Il est difficile de ne pas
adhérer à l'analyse suivante: «La France n’a pas d’université au sens où il
en existe dans d’autres sociétés démocratiques, qui les identifient comme des
lieux irremplaçables où les savoirs se transmettent tout en se transformant et
tout en formant les étudiants aux plus hautes exigences intellectuelles et
éthiques de ces savoirs » (Alain Renaut (2002), Que
faire de l'université?)
A partir de 1995, l'université
française accélère, grâce aux contrats universités-état, une évolution
commencée par la création des IUT en 1966 par la loi Fouchet. Cette évolution
est poursuivie par le décret Fontanet du 16 Avril
1974 portant création du DESS. Elle aboutit à la suite du processus de Bologne
à la disparition des DEA et DESS, remplacés par le degré de Master, créé par le
décret du 30 Aout 1999. Cette évolution est encore complétée actuellement par
la disparition des deux types de master (master recherche et master spécialisé,
qui reprenaient les DEA et DESS) et l'apparition d'un degré indifférencié de
master. Les universités françaises disposent donc d'un arsenal de diplôme leur
permettant, au moins dans le principe, de faire le pendant aux grandes écoles
en matière de diplôme «professionnalisant», tout en s'inscrivant exactement
dans le cadre de la déclaration de Bologne du 19 juin 1999, et dans le cadre de
l'évolution du cycle universitaire en un format 3-5-8 (licence-master-doctorat)
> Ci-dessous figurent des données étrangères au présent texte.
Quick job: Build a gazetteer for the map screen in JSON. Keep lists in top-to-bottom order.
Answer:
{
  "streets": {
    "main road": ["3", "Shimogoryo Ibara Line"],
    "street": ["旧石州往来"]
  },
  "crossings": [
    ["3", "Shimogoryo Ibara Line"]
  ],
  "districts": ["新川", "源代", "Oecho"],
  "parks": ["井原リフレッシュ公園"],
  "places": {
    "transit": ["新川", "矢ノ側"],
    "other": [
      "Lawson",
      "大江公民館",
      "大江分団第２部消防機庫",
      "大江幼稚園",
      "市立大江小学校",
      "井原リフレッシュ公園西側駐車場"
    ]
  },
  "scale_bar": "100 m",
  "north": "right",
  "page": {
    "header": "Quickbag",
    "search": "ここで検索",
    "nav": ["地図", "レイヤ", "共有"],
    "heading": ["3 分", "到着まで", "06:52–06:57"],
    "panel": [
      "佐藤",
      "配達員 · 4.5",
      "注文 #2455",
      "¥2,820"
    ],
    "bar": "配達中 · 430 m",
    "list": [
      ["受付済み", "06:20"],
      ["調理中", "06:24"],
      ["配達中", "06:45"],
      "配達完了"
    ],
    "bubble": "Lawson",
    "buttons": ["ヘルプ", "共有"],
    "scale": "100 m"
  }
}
déclinée au France par le décret 2002-482 du 8 avril 2002 «portant
application au système français d’enseignement supérieur de la
construction de l’Espace européen de l’enseignement supérieur».
Il faut cependant aussi noter que le décret 2002-604 du
25 avril 2002 modifie l'article du 30 Aout 1999 et décide que « Le
grade de master est conféré de plein droit aux titulaires : 1° D'un diplôme de
master ; 2° D'un diplôme d'études approfondies ou d'un diplôme d'études
supérieures spécialisées ; 3° D'un diplôme d'ingénieur délivré par un
établissement habilité en application de l'article L. 642-1 du code de
l'éducation ; 4° De diplômes délivrés au nom de l'Etat, de niveau analogue,
figurant sur une liste fixée par arrêté du ministre chargé de l'enseignement
supérieur après avis conforme du ou des ministres chargés de la tutelle des
établissements concernés et après avis du Conseil national de l'enseignement
supérieur et de la recherche. » Ce décret, pris sans l'avis du conseil
d'état, modifie pourtant un principe fondamental, celui du monopole de la
collation des grades universitaires par l'université. Cela est d'autant plus
curieux qu'une première tentative faite dans le cadre de la loi Savary en 1984,
s'était heurté à l'opposition du dit conseil: « le conseil d’Etat a estimé que le principe suivant lequel la collation des
grades est réservée aux établissements publics d’enseignement qui remonte à la
loi du 16 fructidor an V et que les lois de la République n’ont jamais
transgressé depuis 1880 s’impose désormais au législateur ; aussi a-t-il
disjoint du projet de loi sur l’enseignement supérieur un titre autorisant le
ministre chargé de l’enseignement supérieur à accréditer des établissements
privés à délivrer des diplômes nationaux ». La légalité de ce décret est d'ailleurs disputé (voir Y. Gaudemet et P.H. Prélot).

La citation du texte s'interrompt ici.